The stage set-ups tell the story of this micro-festival curated by Mogwai, the centrepiece of their All Tomorrow’s Parties season at the Roundhouse. A menacing line of speaker stacks pushes Lightning Bolt right to the edge; the duo have just a slim envelope of space in which to slot themselves, a neat visual metaphor for the deliberate constrictions they place on themselves musically. Brian Chippendale plays drums and occasionally screeches into a microphone attached to a clown mask; Brian Gibson plays bass. What emerges is a pulverising avalanche of noise. Gibson feeds his bass through a palette of pedals that transform his blues chords and rippling arpeggios into screams of catastrophe, while Chippendale pounds the drums as though trying to demolish skyscrapers: a combined roar that shifts in tone and pace with a subtlety that is surprisingly organic.
Tortoise, by contrast, clutter the whole stage with instruments, but bring a pleasing order through symmetry: a glockenspiel on one side mirrored by a vibraphone on the other; two drum kits facing off, centre-front. Syncopating influences from jazz and funk to grime, doubled-up drum lines sometimes support each other, sometimes compete. The complications of these rhythms might make Tortoise sound cerebral, but they’re not immune to sounds that bring levity: a cheesy disco synth riff or the strut of spaghetti westerns. In Glass Museum, that lightness becomes light, John Herndon making the vibraphone gleam while Jeff Parker’s aqueous guitar shimmers radiantly.

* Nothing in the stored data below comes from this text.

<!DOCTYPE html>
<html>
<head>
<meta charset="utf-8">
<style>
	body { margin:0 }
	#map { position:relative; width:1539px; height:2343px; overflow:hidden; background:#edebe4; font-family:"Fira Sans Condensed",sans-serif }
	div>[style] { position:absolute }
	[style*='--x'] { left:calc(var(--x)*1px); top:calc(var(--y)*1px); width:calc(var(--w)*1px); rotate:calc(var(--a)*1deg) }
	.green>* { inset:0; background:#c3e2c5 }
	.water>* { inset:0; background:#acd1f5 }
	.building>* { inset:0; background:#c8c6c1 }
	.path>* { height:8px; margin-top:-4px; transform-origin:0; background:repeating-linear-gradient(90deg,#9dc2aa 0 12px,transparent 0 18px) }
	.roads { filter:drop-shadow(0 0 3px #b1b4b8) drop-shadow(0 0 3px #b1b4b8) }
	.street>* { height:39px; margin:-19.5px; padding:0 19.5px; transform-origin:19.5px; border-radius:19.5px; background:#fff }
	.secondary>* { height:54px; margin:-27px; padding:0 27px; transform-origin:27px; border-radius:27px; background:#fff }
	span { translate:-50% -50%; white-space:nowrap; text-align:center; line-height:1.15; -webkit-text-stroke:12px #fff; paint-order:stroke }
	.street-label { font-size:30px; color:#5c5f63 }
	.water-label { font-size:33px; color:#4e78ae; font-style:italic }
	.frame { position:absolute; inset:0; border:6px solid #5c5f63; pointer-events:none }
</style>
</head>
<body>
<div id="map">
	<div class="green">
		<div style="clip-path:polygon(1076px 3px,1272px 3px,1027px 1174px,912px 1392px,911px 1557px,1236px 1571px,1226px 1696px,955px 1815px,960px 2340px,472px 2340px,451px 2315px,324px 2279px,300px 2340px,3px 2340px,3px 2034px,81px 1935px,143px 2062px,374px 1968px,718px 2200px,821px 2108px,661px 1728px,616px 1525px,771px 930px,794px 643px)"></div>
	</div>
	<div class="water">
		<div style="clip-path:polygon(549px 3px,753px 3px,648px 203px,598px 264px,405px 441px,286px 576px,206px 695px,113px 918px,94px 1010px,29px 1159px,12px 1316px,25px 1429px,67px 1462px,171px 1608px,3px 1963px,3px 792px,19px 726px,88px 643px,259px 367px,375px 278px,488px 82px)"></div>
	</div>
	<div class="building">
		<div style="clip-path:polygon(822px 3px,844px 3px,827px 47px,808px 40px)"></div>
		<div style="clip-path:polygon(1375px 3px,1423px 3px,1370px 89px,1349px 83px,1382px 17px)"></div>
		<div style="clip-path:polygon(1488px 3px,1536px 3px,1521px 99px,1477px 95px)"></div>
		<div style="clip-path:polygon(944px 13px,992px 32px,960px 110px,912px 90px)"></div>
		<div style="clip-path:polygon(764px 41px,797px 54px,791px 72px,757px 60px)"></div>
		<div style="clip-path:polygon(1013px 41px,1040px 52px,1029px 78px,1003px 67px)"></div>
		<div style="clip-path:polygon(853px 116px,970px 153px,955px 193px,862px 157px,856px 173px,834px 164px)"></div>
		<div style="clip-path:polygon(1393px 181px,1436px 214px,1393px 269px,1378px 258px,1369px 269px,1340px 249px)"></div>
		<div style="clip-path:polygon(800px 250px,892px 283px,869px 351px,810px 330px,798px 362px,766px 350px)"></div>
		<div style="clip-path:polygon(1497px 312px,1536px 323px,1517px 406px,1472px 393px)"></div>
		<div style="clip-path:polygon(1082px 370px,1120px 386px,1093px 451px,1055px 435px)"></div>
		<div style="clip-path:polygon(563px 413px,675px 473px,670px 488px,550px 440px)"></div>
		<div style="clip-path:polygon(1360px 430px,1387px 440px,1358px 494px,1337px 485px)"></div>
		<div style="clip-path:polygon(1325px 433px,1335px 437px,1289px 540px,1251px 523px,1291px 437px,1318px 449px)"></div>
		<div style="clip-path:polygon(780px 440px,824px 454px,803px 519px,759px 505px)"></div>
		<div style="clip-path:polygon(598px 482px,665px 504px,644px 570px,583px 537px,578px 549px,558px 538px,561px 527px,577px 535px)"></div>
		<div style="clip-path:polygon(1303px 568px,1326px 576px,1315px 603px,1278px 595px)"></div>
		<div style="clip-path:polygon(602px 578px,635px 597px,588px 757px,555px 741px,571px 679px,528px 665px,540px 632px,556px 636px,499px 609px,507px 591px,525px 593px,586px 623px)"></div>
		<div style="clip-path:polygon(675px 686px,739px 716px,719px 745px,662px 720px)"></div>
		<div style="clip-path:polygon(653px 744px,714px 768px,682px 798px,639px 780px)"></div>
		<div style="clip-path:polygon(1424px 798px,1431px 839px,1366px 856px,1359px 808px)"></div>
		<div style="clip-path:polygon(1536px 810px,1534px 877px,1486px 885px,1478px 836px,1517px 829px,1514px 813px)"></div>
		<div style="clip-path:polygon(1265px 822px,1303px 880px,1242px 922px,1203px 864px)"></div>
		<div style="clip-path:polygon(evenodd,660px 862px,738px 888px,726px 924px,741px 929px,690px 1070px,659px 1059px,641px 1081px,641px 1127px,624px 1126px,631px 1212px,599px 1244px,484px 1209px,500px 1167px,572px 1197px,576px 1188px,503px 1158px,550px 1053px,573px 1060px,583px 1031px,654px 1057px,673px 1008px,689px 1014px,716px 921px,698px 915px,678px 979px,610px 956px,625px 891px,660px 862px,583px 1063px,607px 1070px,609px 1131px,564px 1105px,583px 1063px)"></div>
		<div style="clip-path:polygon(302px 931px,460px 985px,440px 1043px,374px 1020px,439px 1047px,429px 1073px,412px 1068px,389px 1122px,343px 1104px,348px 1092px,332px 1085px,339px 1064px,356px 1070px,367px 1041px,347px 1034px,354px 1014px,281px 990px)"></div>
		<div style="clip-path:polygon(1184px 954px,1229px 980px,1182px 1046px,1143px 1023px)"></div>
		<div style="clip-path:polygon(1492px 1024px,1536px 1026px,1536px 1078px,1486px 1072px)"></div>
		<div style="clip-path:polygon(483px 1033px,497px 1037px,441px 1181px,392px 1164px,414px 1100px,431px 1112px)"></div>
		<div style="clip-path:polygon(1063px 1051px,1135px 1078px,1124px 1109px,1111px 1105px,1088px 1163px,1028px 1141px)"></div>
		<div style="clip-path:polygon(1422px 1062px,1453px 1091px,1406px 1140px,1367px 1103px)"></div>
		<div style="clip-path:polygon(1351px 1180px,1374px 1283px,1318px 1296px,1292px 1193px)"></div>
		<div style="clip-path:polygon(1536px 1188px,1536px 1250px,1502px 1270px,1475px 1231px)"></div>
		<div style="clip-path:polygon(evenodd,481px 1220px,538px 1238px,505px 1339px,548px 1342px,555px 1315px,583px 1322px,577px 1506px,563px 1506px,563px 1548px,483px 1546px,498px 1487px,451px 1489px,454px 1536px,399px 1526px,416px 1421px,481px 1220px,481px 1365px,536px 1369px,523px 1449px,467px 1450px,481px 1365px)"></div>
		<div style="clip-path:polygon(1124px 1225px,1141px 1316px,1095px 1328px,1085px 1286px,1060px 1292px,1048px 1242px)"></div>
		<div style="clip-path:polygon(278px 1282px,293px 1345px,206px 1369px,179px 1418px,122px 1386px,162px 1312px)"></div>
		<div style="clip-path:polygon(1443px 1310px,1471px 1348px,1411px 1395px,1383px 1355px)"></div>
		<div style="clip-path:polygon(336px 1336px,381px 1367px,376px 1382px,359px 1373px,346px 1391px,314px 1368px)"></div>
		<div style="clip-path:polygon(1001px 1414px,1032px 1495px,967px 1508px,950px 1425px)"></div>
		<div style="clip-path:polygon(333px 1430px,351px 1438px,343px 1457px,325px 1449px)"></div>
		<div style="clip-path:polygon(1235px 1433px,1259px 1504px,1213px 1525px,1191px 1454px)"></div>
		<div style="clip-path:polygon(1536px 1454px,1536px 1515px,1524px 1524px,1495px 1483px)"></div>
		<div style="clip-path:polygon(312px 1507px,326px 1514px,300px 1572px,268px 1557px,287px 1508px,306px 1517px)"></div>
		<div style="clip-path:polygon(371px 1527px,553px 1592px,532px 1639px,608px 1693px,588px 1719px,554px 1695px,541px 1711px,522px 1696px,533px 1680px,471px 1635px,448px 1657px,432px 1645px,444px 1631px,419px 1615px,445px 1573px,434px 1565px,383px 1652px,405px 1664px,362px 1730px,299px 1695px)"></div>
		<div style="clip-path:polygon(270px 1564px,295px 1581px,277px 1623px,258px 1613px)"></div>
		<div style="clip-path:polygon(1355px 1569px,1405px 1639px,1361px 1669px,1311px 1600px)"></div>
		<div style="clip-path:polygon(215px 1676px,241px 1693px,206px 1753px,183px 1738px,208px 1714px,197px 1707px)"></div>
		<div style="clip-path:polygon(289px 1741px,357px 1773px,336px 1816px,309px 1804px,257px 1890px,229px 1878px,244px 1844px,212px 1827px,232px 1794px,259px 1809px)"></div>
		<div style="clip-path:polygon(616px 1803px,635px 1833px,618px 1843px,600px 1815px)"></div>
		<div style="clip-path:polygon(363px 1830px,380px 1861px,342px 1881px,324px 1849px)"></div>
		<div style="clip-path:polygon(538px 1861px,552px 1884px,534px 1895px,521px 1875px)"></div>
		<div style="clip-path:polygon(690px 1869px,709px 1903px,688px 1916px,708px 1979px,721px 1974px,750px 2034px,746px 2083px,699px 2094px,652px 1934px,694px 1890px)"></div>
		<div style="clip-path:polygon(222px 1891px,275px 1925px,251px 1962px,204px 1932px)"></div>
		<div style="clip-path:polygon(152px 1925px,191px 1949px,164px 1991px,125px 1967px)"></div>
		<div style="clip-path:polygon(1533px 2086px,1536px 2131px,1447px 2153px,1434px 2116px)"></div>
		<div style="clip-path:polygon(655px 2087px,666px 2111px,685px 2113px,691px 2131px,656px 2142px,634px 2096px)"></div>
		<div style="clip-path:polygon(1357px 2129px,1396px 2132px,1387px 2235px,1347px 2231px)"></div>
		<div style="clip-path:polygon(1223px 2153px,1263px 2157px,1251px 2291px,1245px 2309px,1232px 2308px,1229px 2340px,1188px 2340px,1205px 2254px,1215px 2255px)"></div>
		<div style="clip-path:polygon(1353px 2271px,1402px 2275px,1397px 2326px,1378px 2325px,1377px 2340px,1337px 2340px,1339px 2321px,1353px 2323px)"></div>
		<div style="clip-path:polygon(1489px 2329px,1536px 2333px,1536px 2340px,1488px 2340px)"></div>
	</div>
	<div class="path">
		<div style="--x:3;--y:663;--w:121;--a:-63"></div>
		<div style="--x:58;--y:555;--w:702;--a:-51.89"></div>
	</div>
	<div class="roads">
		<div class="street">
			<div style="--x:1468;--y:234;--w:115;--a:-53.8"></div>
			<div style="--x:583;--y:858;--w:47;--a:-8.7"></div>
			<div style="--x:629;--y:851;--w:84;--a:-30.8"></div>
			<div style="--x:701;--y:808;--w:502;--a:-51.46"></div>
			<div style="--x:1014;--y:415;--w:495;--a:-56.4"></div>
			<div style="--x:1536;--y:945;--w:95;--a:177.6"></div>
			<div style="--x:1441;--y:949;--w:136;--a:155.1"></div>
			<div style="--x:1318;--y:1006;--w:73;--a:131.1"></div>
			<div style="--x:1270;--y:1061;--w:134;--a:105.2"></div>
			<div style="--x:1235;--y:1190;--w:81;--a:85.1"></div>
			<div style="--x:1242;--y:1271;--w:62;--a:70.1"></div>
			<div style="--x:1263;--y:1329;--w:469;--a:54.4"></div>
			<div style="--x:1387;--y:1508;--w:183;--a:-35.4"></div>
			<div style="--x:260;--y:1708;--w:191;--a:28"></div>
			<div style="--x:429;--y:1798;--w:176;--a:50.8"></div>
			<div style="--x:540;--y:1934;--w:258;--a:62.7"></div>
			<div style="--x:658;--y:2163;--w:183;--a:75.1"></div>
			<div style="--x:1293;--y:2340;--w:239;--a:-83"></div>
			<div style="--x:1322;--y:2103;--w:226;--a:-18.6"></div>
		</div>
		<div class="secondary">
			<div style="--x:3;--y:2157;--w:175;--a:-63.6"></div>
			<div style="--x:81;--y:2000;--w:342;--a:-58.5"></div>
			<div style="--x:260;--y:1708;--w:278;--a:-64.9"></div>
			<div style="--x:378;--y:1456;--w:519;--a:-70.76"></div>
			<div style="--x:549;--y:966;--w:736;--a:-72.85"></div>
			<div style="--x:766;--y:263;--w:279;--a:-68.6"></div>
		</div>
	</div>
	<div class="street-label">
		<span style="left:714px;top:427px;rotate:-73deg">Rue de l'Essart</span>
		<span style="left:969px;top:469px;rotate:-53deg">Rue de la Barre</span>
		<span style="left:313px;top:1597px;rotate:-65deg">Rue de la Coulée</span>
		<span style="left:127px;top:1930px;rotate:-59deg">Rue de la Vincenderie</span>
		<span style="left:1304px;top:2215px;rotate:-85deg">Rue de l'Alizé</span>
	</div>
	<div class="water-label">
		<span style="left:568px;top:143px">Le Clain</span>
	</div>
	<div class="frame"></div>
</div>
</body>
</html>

All this is stripped away for GZA: a platform for the DJ is the only furniture obstructing the rapper, and even that sometimes is too much for him. Frequently he instructs the music to stop so he can “stress this rhyme”, enunciating verses from All in Together Now and Animal Planet with absolute deliberation so that every linguistic nuance and pop-culture reference can be caught. That intricacy and attack, combined with the percussive quality of his voice, put GZA in a sound world related to Lightning Bolt and Tortoise, but many of Mogwai’s fans aren’t as open-minded as the band themselves, drifting to the exit rather than paying attention. Admittedly, the flurries of improvisation and repeated call-and-response of Wu and Tang are not so inspired. But when GZA ends with Big Bang Rap, a run-through of our expanding universe since the dawn of time transformed into a metaphor for contemporary hip-hop, you wonder if there’s anyone to match him.